Look at the far-left column in bold above. That's our index column, and it's no longer 0,1,2 but rather our created_at variable. We have effectively told PANDAS that each row (i.e., each tweet) is ready to be indexed according to the values of the created_at column, which, as we did earlier, is a datetime variable.

Generate and Plot Number of Tweets over Different Time Periods

Recall that in Chapter 2 we took our tweet-level dataframe and converted it to an account-level dataframe by aggregating the tweets based on the account variable. We did this by first writing an aggregation function and second by applying that function with a groupby command. We're going to do something similar here except that we'll be aggregating by time; differently put, we will be "collapsing" the data by time rather than by Twitter account.

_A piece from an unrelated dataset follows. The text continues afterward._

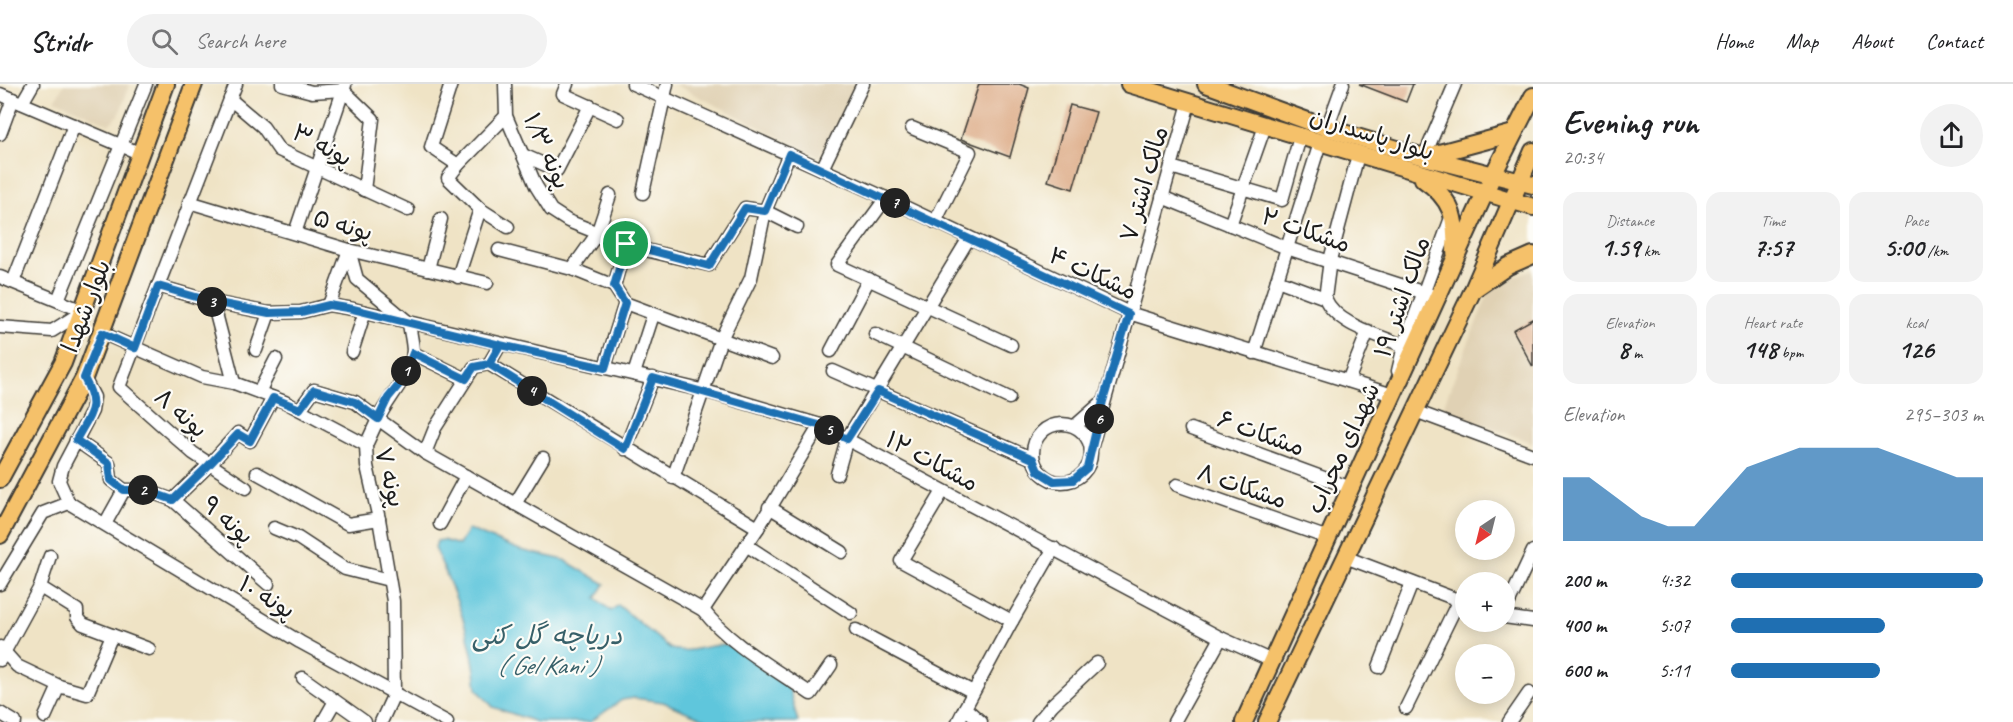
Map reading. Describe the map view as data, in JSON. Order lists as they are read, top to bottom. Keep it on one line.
{"streets":{"main road":["بلوار پاسداران","بلوار شهدا","شهدای محراب"],"street":["پونه ۳","پونه ۱/۳","مالک اشتر ۷","پونه ۵","مشکات ۲","مشکات ۴","مالک اشتر ۱۹","پونه ۸","مشکات ۶","مشکات ۱۲","پونه ۷","مشکات ۸","پونه ۹","پونه ۱۰"]},"crossings":[["بلوار پاسداران","مالک اشتر ۷"],["بلوار پاسداران","شهدای محراب"],["مالک اشتر ۷","مشکات ۲"],["مالک اشتر ۷","مشکات ۴"],["مشکات ۲","مالک اشتر ۱۹"],["مشکات ۲","شهدای محراب"],["مشکات ۴","شهدای محراب"],["مالک اشتر ۱۹","شهدای محراب"],["بلوار شهدا","پونه ۷"],["پونه ۸","پونه ۷"],["مشکات ۶","شهدای محراب"],["شهدای محراب","مشکات ۱۲"],["شهدای محراب","مشکات ۸"],["پونه ۷","پونه ۱۰"]],"water":["دریاچه گل کنی ( Gel Kani )"],"north":"bottom left","page":{"header":"Stridr","search":"Search here","nav":["Home","Map","About","Contact"],"heading":["Evening run","20:34"],"stats":[["Distance","1.59 km"],["Time","7:57"],["Pace","5:00 /km"],["Elevation","8 m"],["Heart rate","148 bpm"],["kcal","126"]],"pins":["7","3","1","4","6","5","2"],"chart":["Elevation","295–303 m"],"map_buttons":["+","−"],"list":[{"name":"200 m","note":"4:32"},{"name":"400 m","note":"5:07"},{"name":"600 m","note":"5:11"}]}}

As in the last chapter, our first step is to create a function to spell out which variables (columns) from our dataframe that we wish to keep and/or aggregate. Specifically, the following function is first designed to produce a variable called Number_of_tweets that is a count of the number of tweets sent; we are basing this on the "content" column but we could have chosen others. This is the same function written in Chapter 2, except that we don't need the second and third variables

In [20]:
def f(x):
     return Series(dict(Number_of_tweets = x['content'].count(), 
                        ))

Generate and Plot Daily Counts

First, let's analyze the data by day of the year. To do this, we need to convert our tweet-level dataset -- a dataset where each row is dedicated to one of the 32,330 tweets -- to a daily dataset. This process is called aggregation and the output will be a new dataframe with 365 rows -- one per day.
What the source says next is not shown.